When researchers run a trial, they know the result could go either way, either proving or failing to support the underlying hypothesis they designed the study to address.
But it's hard to imagine that AstraZeneca executives didn't have some puffed-up confidence when they laid out millions of dollars to bankroll the SATURN trial that pitted their statin, rosuvastatin (Crestor) against the other top statin on the U.S. market, atorvastatin (Lipitor). It's easy to imagine that AstraZeneca wanted to prove once and for all that Crestor was not only a bit better at cutting blood levels of LDL cholesterol--something everybody already knew--but that it also worked significantly better at clearing atherosclerotic plaque from patients' arteries.
But the SATURN results, reported last Tuesday at the American Heart Association Scientific Sessions in Orlando, failed to show that. Atheroma shrinkage was numerically better with rosuvastatin than with artorvastatin, but not in the statistically significant way needed to clearly prove superiority.
Crestor fared better 3 years ago when, in another planetary trial, JUPITER, treatment with rosuvastatin led to significant reductions in blood levels of hsCRP, and this effect linked with better clinical outcomes. JUPITER showed that the statin effect on hsCRP was just as important as the LDL-lowering effect, a finding that may soon change the way statins are used in practice once the NHLBI releases its updated cholesterol-treatment guidelines in 2012.
When the JUPITER results came out in November 2008, I heard Dr. Paul Ridker, the study's leader and driving force behind the CRP hypothesis, praise AstraZeneca for having the courage to sponsor the trial. But Dr. Ridker also freely said at the time that the CRP effect was likely a statin class effect and that atorvastatin and other statins known to lower hsCRP would likely improve patient outcomes just like rosuvastatin. I'm skeptical whether AstraZeneca ever saw a significant sales bounce based on the JUPITER report.
Then came SATURN. AstraZeneca rolled the trial dice again, and this time lost.

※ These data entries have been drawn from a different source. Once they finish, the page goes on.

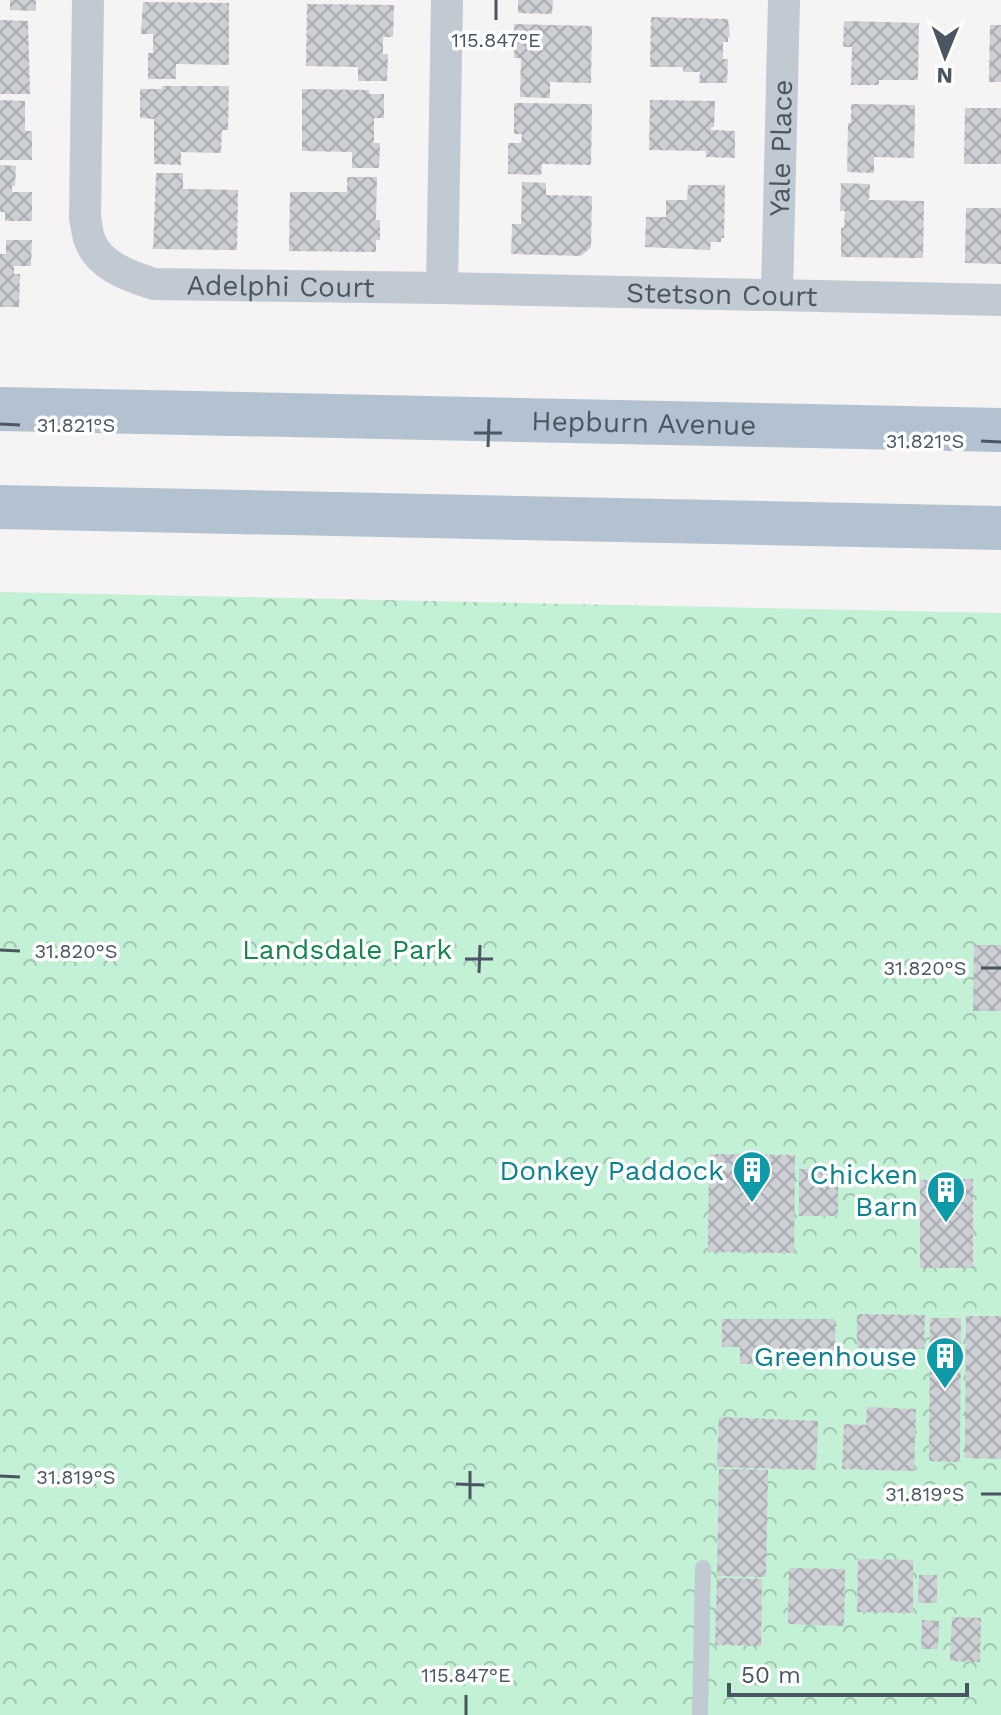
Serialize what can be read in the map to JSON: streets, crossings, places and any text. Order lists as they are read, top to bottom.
{
  "streets": {
    "main road": ["Hepburn Avenue"],
    "street": ["Yale Place", "Adelphi Court", "Stetson Court"]
  },
  "crossings": [
    ["Yale Place", "Stetson Court"],
    ["Adelphi Court", "Stetson Court"]
  ],
  "parks": ["Landsdale Park"],
  "places": {
    "building": ["Donkey Paddock", "Chicken Barn", "Greenhouse"]
  },
  "scale_bar": "50 m",
  "north": "bottom",
  "coordinates": [
    "115.847°E",
    "31.821°S",
    "31.820°S",
    "31.819°S"
  ]
}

In fact, no pharma company won from the SATURN results, because in less than 2 weeks atorvastatin switches from being a proprietary U.S. drug to a generic.
The big winner from the SATURN results was the American public and the U.S. healthcare budget, because now physicians are even more assured that treatment with generic atorvastatin works just as well as the much more expensive statin, and because starting Dec. 1, many more patients will finally be able to afford treatment with one of the most potent statins available.